Saved entries:
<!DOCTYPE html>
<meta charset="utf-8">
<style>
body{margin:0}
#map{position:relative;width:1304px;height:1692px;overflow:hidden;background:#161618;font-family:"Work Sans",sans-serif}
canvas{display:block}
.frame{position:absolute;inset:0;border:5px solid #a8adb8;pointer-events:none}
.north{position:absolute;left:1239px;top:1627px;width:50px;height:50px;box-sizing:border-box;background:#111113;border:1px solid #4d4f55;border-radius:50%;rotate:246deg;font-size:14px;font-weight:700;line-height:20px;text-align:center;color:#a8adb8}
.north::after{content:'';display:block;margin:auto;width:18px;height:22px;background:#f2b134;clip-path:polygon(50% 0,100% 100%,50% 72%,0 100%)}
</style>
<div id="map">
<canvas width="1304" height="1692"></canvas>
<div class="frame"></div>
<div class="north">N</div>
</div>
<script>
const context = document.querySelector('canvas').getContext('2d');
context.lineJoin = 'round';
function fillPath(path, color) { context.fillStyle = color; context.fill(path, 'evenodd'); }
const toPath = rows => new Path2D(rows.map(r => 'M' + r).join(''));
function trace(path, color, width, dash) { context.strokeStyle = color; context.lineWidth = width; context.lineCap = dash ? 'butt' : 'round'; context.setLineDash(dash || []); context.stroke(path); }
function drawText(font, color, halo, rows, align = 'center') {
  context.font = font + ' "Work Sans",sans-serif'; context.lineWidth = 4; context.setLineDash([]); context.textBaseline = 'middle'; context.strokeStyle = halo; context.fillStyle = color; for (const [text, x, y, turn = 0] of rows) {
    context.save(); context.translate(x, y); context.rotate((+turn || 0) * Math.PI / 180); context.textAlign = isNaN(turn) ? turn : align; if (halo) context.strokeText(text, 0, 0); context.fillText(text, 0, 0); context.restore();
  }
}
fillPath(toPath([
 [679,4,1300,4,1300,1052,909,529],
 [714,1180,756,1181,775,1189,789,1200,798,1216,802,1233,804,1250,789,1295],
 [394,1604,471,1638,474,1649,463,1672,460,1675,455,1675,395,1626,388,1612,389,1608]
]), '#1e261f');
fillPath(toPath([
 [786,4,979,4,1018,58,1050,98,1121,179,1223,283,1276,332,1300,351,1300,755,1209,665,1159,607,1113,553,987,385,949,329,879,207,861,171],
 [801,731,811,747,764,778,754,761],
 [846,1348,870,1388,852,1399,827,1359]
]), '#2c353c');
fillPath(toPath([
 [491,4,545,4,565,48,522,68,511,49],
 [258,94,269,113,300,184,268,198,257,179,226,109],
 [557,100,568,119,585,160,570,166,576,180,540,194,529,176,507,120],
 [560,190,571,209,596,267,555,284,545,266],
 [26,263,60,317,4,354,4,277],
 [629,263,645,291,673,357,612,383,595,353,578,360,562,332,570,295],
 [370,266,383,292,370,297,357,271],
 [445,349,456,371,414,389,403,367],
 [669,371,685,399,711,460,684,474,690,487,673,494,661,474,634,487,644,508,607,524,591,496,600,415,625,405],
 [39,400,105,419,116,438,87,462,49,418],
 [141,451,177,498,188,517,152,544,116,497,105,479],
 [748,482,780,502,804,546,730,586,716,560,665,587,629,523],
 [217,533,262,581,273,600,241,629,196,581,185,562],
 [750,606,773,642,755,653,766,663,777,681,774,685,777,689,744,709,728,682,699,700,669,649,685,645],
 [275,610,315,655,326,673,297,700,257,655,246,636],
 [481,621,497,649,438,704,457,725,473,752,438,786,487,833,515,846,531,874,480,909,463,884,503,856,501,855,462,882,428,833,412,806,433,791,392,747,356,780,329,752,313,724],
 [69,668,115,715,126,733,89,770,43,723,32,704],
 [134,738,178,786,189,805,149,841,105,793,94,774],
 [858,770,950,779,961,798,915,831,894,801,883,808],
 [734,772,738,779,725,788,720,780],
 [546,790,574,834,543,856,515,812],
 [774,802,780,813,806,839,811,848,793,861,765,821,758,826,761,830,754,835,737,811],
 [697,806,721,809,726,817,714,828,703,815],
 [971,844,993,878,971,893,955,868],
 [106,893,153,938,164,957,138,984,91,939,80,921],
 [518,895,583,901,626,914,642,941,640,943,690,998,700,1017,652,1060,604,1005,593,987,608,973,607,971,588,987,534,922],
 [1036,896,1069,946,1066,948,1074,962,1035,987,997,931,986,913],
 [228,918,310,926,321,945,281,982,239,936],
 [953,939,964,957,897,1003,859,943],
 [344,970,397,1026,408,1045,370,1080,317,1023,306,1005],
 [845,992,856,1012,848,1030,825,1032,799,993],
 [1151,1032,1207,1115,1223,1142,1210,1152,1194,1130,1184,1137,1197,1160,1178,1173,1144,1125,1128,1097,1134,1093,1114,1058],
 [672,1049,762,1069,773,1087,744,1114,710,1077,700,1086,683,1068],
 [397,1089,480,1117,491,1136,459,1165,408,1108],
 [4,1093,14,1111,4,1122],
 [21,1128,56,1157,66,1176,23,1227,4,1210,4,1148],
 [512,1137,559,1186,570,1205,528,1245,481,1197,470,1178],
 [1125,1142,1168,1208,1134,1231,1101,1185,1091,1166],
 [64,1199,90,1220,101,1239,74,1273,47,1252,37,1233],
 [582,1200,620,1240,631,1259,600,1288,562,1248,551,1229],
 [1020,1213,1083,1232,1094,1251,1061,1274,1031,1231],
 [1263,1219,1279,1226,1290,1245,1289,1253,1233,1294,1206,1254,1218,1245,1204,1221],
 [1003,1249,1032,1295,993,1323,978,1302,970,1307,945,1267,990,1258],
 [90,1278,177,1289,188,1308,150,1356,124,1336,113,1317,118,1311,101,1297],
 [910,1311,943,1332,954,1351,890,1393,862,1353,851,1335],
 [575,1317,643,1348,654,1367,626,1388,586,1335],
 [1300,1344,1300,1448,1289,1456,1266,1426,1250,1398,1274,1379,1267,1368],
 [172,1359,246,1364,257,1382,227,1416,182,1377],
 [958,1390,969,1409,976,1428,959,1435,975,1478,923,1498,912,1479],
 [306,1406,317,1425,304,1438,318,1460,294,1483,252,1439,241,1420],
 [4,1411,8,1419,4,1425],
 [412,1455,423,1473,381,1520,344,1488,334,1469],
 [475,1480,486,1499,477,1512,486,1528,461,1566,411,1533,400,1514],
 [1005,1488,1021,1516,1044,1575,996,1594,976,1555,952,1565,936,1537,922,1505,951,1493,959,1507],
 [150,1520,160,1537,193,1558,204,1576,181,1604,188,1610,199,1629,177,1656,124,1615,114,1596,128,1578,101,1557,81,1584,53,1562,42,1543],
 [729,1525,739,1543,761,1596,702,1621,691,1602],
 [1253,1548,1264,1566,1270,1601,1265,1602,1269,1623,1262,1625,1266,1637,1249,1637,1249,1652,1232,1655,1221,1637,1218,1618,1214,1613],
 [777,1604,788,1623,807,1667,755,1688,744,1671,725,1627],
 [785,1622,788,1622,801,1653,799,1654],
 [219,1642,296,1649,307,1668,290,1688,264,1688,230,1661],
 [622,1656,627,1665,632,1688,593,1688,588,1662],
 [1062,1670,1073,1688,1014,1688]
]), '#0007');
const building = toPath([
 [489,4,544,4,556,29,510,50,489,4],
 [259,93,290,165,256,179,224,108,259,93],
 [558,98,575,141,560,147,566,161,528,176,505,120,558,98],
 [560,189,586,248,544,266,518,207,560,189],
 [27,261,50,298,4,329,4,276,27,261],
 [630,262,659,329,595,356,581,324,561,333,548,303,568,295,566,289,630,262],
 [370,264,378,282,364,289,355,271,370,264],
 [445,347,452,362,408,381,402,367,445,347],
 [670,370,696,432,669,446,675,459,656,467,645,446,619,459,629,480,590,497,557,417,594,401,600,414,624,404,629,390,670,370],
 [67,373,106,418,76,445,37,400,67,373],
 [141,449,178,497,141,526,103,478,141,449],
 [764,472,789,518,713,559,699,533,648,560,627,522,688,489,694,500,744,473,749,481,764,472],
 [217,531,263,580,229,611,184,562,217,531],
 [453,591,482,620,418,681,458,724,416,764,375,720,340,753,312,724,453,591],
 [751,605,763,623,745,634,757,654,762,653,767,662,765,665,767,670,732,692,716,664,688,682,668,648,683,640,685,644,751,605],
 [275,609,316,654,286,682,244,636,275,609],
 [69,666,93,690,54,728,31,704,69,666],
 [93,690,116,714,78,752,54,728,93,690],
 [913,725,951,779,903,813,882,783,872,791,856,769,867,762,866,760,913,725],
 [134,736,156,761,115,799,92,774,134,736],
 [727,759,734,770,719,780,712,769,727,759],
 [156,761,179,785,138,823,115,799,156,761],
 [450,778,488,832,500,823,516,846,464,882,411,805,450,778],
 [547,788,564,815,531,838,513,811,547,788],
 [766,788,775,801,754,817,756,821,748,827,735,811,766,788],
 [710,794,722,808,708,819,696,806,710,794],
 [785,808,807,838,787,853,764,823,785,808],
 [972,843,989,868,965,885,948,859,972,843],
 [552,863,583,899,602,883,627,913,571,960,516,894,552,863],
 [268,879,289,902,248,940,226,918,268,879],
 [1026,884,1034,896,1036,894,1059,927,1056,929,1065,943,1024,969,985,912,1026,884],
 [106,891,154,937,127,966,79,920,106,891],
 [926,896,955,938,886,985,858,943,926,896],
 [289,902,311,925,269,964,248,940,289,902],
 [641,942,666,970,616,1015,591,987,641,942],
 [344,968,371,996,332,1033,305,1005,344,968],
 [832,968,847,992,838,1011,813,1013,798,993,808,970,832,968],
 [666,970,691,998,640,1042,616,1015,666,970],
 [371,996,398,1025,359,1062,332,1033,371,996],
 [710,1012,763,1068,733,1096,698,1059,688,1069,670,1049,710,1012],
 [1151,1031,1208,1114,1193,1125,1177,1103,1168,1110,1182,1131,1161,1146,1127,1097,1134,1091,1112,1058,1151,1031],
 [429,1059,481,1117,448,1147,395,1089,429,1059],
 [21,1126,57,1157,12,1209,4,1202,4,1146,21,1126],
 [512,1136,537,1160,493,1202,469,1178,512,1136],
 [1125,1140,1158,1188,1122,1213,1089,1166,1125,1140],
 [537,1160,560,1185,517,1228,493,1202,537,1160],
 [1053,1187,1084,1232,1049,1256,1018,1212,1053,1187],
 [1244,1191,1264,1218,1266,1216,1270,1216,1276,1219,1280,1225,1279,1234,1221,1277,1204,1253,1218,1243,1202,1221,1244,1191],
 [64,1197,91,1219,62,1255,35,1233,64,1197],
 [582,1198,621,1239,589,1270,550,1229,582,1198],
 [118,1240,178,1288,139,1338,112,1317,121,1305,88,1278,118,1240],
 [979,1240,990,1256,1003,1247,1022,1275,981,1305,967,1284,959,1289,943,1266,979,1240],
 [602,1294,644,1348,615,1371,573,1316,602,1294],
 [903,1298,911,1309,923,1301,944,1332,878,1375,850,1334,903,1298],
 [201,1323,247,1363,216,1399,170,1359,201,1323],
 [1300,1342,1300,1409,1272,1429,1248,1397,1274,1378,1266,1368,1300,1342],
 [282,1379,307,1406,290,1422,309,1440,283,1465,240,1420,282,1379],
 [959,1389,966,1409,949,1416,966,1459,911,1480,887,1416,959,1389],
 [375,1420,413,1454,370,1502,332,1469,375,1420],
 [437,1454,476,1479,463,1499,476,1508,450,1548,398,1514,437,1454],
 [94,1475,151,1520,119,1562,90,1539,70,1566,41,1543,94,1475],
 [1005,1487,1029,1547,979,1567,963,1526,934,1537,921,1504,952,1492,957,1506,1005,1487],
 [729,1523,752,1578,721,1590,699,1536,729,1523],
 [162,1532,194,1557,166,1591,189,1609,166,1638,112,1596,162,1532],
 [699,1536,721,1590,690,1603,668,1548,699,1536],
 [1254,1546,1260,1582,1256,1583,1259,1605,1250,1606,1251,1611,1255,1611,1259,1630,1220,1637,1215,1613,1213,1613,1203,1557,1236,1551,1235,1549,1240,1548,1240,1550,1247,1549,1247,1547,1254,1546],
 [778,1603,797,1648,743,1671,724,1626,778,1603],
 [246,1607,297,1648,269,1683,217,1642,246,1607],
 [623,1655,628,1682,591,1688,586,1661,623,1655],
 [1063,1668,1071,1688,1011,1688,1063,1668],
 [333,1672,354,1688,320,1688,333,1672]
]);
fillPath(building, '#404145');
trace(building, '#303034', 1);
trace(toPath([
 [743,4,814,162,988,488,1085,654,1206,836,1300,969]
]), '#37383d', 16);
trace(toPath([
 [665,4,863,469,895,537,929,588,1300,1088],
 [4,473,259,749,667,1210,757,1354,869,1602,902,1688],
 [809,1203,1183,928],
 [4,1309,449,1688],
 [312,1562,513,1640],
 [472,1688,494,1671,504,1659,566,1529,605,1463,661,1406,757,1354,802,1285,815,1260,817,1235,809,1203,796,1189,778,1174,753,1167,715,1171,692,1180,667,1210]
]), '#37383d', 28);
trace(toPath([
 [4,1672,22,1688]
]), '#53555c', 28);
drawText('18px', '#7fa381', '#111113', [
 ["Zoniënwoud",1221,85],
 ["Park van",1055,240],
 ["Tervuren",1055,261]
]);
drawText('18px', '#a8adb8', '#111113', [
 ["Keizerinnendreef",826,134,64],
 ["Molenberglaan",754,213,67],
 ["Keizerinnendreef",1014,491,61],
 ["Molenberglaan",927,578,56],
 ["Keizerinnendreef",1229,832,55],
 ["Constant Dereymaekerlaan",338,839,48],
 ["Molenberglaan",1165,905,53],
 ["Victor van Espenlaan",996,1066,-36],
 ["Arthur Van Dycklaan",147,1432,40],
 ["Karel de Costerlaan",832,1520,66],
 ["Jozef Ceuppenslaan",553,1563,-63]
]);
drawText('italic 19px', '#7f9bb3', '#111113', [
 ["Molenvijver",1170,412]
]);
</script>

• _YOUR INSTRUCTIONS_
Above are some records. Copy each of their lines that holds the string "building".

• _RESULT_
const building = toPath([
fillPath(building, '#404145');
trace(building, '#303034', 1);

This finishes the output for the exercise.